Solid is modular and extensible. It relies as much as possible on existing W3C standards.

Solid applications are somewhat like multiuser applications where instances talk to each other through a shared filesystem, and the Web is that filesystem.


  1. Servers are application-agnostic, so that new applications can be developed without needing to modify servers. For example, even though LDP 1.0 contains nothing specific to "social", many of the SocialWG User Stories can be implemented using only application logic, with no need to change code on the server. The design ideal is to keep a small standard data management core and extend it as necessary to support increasingly powerful classes of applications.
  2. The basic protocol is REST, as refined by LDP with minor extensions. New items are created in a container (which could be called a collection or directory) by sending them to the container URL with an HTTP POST or issuing an HTTP PUT within its URL space. Items are updated with HTTP PUT or HTTP PATCH. Items are removed with HTTP DELETE. Items are found using HTTP GET and following links. A GET on the container returns an enumeration of the items in the container.
  3. The data model is RDF. This means the data can be transmitted in various syntaxes like Turtle, JSON-LD (JSON with a "context"), or RDFa (HTML attributes). RDF is REST-friendly, using URLs everywhere, and it provides decentralized extensibility, so that a set of applications can cooperate in sharing a new kind of data without needing approval from any central authority.

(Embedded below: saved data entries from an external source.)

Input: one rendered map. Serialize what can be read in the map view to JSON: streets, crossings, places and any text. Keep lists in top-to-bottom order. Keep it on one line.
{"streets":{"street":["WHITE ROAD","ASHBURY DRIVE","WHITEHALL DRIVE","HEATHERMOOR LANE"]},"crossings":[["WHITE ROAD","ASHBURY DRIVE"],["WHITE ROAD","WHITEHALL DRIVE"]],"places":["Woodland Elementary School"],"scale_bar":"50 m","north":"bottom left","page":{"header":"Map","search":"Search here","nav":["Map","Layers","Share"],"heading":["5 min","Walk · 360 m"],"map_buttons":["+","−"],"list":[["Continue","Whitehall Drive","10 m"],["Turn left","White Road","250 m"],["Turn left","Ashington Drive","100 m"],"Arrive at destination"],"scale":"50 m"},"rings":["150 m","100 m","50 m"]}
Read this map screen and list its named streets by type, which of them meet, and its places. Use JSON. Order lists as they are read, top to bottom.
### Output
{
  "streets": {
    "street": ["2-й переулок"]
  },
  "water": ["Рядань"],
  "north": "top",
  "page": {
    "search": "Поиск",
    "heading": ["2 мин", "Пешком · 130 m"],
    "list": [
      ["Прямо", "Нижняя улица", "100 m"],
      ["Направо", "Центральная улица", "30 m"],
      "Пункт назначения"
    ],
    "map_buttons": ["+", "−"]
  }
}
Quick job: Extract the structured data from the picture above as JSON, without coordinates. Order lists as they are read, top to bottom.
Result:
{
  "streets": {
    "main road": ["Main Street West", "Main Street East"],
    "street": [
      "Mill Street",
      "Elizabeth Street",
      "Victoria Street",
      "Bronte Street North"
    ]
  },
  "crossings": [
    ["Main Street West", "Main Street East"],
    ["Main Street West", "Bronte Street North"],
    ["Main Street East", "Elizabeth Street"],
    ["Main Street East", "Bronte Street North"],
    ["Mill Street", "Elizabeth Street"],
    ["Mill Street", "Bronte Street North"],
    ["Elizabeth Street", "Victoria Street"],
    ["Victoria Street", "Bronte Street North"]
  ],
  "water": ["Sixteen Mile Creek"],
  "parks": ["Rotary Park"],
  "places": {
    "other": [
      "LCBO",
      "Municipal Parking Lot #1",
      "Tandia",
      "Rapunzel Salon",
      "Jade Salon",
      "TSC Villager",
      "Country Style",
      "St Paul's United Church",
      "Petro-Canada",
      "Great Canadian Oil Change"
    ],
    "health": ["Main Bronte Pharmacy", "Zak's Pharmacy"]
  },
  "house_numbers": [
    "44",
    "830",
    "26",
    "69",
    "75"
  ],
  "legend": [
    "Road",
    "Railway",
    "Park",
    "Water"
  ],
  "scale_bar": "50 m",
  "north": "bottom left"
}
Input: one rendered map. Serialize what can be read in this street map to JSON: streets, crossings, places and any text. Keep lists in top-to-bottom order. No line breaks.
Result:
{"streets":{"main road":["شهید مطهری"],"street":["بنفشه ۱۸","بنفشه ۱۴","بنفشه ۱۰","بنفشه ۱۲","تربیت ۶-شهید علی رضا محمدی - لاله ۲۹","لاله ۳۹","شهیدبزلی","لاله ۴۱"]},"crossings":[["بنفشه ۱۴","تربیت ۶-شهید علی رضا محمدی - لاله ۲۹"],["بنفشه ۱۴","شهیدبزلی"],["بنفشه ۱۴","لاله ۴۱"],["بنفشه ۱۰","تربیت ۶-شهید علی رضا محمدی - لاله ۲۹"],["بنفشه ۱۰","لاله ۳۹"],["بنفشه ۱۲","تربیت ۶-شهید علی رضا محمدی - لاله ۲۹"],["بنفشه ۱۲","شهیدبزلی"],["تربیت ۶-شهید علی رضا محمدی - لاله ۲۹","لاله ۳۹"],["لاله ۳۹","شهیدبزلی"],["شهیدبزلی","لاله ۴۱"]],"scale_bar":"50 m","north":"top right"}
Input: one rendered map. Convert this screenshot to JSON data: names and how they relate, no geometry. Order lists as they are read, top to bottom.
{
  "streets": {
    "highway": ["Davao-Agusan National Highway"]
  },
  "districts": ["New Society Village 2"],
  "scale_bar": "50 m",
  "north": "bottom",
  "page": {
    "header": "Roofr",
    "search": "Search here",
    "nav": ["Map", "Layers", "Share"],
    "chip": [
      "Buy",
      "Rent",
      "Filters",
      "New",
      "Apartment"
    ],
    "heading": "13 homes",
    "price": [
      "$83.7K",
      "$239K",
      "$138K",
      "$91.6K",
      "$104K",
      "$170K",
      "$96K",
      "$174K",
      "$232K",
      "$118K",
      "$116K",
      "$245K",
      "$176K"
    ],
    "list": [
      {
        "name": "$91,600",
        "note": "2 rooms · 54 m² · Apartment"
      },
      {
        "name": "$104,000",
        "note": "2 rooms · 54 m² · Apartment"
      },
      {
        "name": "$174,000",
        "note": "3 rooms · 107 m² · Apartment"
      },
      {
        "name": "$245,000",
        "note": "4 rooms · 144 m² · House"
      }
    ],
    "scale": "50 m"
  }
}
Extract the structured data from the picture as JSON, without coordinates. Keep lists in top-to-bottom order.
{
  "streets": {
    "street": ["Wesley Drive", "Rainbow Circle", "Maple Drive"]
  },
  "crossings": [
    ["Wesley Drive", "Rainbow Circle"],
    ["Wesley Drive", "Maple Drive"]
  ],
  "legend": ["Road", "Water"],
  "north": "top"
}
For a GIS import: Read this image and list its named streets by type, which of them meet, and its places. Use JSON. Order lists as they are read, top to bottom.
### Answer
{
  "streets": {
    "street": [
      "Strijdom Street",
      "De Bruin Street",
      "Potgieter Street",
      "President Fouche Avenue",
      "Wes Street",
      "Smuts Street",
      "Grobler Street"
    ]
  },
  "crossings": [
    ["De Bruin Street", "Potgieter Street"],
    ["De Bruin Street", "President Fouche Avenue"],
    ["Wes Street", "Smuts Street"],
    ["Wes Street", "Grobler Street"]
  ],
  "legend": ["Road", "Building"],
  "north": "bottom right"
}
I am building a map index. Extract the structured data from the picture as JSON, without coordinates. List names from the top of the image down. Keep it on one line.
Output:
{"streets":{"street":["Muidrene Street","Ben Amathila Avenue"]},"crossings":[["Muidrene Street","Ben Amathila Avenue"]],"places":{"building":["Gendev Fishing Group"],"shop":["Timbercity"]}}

The LDP specification defines a set of rules for HTTP operations on Web resources, some based on RDF, to provide an architecture for reading and writing Linked Data on the Web. The most important feature of LDP is that it provides us with a standard way of RESTfully writing resources (documents) on the Web, without having to rely on less flexible conventions (APIs) based around sending form-encoded data using POST.

To find out how LDP works, you can take a look at the examples in the LDP Primer document.